Charge density prediction

To study the performance of the charge density model, we computed the mean absolute percentage error (ϵ_ρ) for each configuration as

$${\epsilon }_{\rho }( \% )=100\cdot \frac{{\sum }_{j}| {\rho }_{{{{\rm{DFT}}}}}({r}_{j})-{\rho }_{{{{\rm{ML}}}}}({r}_{j})| }{{\sum }_{j}{\rho }_{{{{\rm{DFT}}}}}({r}_{j})}$$

(1)

where ρ_DFT(r_j) and ρ_ML(r_j) are, respectively, the reference DFT charge density and ML-DFT charge density at grid point j, for the same configuration.

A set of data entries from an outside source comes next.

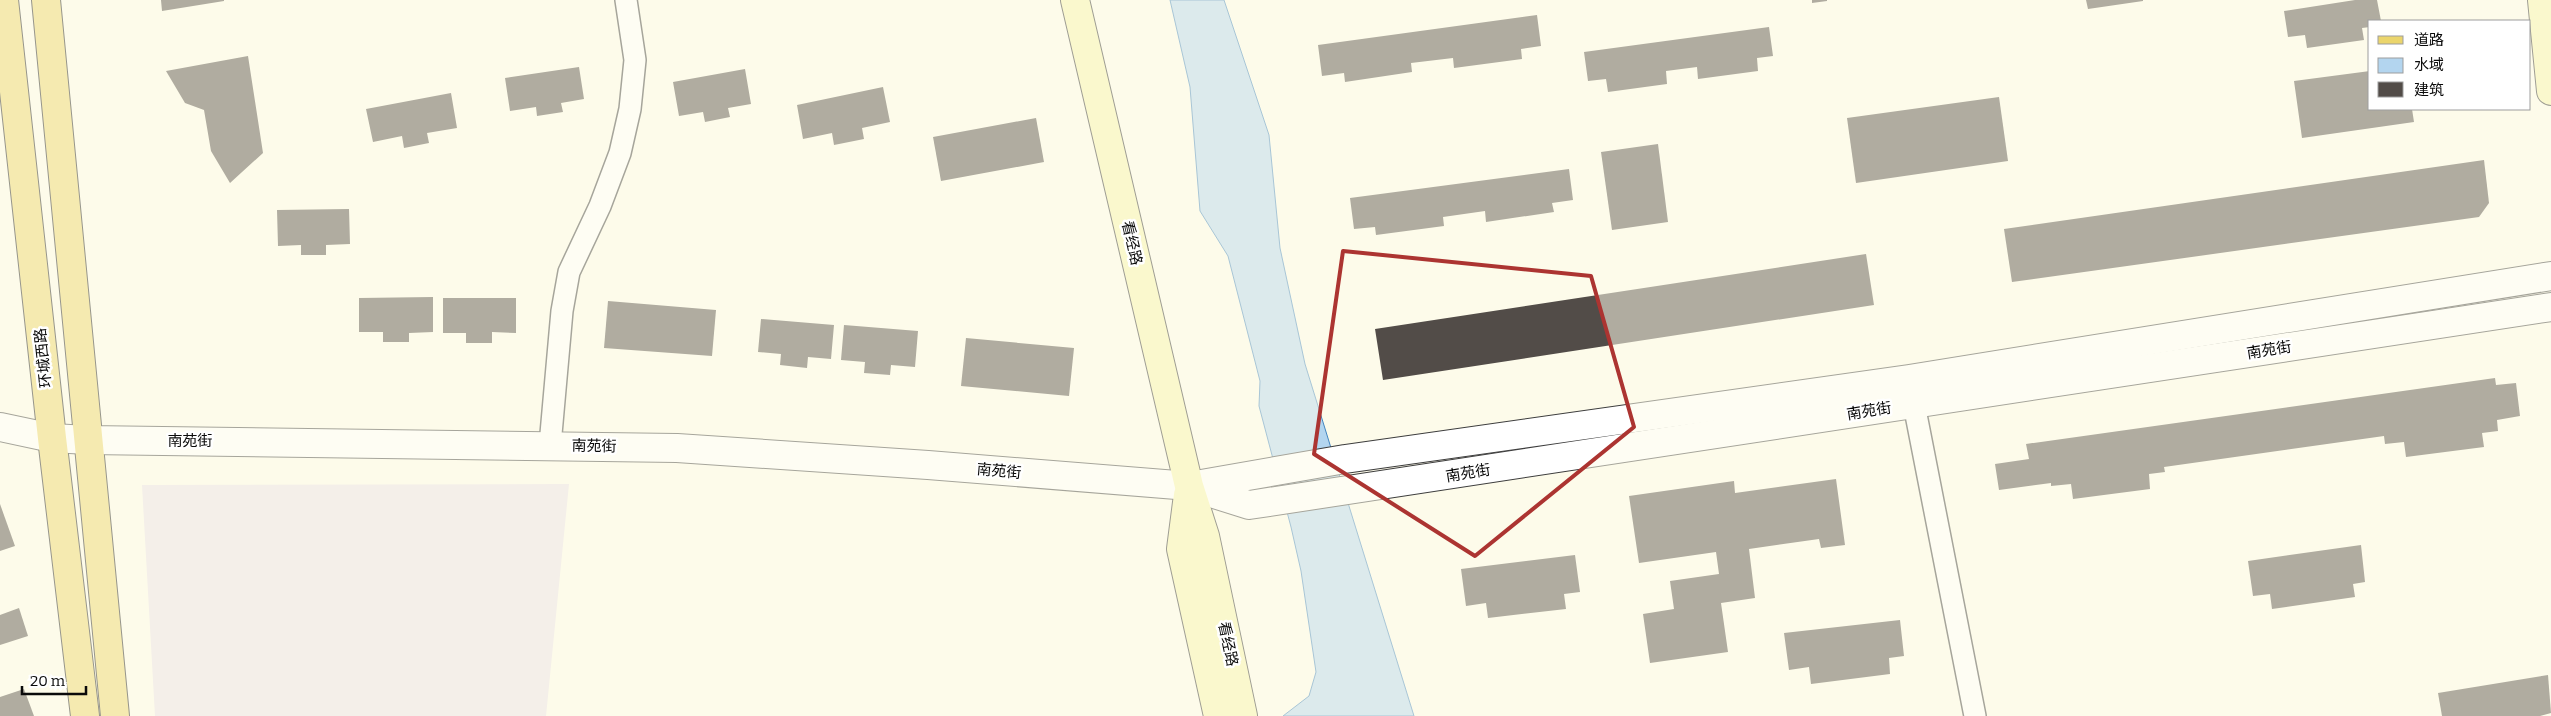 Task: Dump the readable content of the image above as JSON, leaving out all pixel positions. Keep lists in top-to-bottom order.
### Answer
{
  "streets": {
    "main road": ["看经路", "环城西路"],
    "street": ["南苑街"]
  },
  "crossings": [
    ["看经路", "南苑街"],
    ["南苑街", "环城西路"]
  ],
  "legend": ["道路", "水域", "建筑"],
  "scale_bar": "20 m"
}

The accuracy of the charge density model can be observed in Fig. 2a, where ϵ_ρ for the test configurations of the training set ranges mainly from 1.0% to 3.0%, with a few cases extending up to 5.0%. Most notably, the performance on the new structures (more than 50 atoms per element) not included during training is very similar to those structures used for training. An overall performance value can be calculated as the mean ${\bar{\epsilon }}_{\rho }$ computed by summing ϵ_ρ for all configurations and normalizing by the number of electrons in each configuration. For the test configurations, ${\bar{\epsilon }}_{\rho }$ is 1.75%, increasing slightly to 1.97% for the new structures. Figure 2b presents the valence charge density difference between the reference DFT and predicted ML-DFT for various atomic structures: the cyclobutane molecule, three different polymer chains, and two polymer crystals. The cyan and yellow isosurfaces refer to an error of ± 0.005 e bohr⁻³. The isosurfaces occupy a very small volume due to the high accuracy of the predicted ML-DFT charge density.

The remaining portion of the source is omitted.